這個普普通通的老百姓,這個曾經在抗日戰爭時期出生入死、立過汗馬功勞的地下交通員,就這樣被萬惡的敵人殘害了,英勇、壯烈地犧牲了!

這時,會場裏哭聲四起。石三槐的家屬,石三槐的同事和朋友們,石三槐的鄰居和親戚們,全都悲忿地失聲痛哭了。

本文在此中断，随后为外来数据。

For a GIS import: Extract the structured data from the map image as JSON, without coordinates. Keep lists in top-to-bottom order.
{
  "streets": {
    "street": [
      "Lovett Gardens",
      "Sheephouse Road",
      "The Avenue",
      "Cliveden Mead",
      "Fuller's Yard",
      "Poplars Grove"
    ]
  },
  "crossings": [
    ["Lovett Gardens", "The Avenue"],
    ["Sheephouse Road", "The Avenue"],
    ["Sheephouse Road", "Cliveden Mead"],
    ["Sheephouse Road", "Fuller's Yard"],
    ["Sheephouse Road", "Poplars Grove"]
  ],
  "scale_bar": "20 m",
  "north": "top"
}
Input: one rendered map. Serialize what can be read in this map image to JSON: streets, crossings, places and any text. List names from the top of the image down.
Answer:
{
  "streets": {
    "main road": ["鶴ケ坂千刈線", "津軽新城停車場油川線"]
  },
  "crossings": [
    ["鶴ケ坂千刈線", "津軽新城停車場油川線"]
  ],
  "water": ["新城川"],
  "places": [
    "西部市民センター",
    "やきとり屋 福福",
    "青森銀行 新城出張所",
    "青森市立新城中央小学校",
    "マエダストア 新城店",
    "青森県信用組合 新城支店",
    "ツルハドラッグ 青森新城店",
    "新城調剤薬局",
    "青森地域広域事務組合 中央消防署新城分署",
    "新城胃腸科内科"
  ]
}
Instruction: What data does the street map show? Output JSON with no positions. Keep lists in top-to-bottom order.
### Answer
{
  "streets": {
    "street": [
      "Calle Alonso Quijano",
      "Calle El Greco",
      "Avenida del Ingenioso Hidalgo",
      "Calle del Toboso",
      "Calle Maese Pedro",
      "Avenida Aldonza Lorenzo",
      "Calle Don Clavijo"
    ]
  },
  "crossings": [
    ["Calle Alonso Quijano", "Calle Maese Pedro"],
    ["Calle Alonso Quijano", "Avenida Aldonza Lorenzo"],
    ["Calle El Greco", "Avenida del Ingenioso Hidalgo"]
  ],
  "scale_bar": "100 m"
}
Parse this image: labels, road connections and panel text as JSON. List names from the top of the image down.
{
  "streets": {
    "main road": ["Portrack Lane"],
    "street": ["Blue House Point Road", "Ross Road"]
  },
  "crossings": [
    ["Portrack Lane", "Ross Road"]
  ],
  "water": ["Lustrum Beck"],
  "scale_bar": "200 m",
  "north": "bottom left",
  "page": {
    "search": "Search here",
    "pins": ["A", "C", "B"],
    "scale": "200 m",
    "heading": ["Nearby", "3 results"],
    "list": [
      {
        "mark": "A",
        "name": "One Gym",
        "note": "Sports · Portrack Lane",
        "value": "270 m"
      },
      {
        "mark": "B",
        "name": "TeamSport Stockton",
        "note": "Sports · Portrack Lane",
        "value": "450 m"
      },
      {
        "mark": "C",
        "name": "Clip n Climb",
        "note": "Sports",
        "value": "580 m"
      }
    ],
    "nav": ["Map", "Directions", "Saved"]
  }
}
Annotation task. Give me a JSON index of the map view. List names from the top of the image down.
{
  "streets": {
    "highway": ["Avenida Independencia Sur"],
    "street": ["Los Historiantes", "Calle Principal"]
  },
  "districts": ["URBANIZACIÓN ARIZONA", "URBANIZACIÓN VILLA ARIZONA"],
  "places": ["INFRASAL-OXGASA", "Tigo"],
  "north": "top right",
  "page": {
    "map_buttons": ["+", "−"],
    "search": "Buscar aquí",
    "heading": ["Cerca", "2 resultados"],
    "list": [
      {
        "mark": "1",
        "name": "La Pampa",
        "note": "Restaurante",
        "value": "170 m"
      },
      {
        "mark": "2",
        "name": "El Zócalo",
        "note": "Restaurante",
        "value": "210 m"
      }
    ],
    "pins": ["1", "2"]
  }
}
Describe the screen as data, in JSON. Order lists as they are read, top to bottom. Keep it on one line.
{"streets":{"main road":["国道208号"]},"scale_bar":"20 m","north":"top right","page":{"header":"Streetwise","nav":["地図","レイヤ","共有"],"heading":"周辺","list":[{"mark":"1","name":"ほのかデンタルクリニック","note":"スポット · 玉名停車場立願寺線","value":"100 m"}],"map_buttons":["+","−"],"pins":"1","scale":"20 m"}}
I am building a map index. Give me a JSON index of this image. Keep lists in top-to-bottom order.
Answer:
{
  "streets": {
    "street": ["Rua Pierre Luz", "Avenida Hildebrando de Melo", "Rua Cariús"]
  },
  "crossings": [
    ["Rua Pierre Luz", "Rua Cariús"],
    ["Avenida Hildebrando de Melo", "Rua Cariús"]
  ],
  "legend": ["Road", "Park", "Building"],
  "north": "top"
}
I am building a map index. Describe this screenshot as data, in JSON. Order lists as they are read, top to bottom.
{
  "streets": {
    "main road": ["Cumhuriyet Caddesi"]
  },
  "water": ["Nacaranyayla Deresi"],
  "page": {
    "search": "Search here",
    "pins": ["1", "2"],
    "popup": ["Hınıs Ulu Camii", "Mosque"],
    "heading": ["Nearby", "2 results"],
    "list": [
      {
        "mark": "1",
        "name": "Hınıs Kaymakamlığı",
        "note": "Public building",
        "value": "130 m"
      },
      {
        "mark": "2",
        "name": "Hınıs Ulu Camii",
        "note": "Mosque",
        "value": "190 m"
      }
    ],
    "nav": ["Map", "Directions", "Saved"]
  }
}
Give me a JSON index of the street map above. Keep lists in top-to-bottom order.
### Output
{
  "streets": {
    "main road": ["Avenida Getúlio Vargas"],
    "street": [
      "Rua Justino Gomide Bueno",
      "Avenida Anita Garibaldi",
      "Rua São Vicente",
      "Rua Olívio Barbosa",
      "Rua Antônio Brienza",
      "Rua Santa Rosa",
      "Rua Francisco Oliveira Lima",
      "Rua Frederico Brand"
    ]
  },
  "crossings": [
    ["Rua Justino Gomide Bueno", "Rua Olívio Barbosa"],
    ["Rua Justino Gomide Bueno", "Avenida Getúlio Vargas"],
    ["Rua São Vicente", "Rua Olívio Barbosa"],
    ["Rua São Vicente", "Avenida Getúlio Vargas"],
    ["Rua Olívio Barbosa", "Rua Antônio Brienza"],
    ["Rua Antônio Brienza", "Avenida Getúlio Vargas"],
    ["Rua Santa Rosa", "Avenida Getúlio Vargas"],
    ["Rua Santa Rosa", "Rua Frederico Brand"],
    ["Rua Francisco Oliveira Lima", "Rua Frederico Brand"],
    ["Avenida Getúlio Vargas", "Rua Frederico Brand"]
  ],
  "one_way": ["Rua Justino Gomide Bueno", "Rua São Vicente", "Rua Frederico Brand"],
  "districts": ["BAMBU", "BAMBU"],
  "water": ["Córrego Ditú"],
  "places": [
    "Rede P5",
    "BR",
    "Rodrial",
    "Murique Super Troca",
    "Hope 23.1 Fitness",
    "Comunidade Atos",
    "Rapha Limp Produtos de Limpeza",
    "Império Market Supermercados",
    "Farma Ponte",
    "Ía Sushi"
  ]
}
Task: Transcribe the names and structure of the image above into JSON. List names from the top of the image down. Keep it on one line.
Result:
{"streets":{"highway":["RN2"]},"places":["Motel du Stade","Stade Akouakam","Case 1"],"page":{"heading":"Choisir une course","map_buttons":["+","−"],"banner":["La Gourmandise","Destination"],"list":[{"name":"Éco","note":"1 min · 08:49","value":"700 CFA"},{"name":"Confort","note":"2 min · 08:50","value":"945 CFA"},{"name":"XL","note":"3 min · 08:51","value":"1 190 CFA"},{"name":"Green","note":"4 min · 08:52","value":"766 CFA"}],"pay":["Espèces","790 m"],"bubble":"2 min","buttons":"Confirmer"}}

大胡子張全寶剛一訓完話,就站在了劉胡蘭身旁。當劊子手們亂棍打石三槐的時候,用鍘草刀鍘石三槐的時候,大胡子命令那兩個押胡蘭的勾子軍,把胡蘭的頭扭過來,讓她看著。胡蘭看了,她清清楚楚地看到了石三槐英勇犧牲的經過。接著她又看到敵人把石六兒拉出來了。石六兒又叫又罵。他兩手被五花大綁著,他用腳亂蹬亂踢。敵人同樣用亂棍把他打昏,然後拖到鍘草刀上,把他的頭鍘下來了。

鍘了石六兒之後,張全寶故意向胡蘭問道:

“你看見了嗎?”

這種殘酷的屠殺,這種滅絕人性的暴行,怎麽會看不到呢?全雲周西的人都看到了,親眼看到了。

大胡子聲色俱厲地向胡蘭說道:

“你要是不‘自白’……”他忽然煞住了。停了一下,又換了腔調說道:“我想你是個聰明人。俗話說:識時務者為俊傑。你去向民眾們說幾句,就說你是受了共匪——就說共產黨也可以——受了他們的欺騙,誤入歧途,參加了共產黨,殘害人民,罪惡深重。從今以後要革麵洗心……”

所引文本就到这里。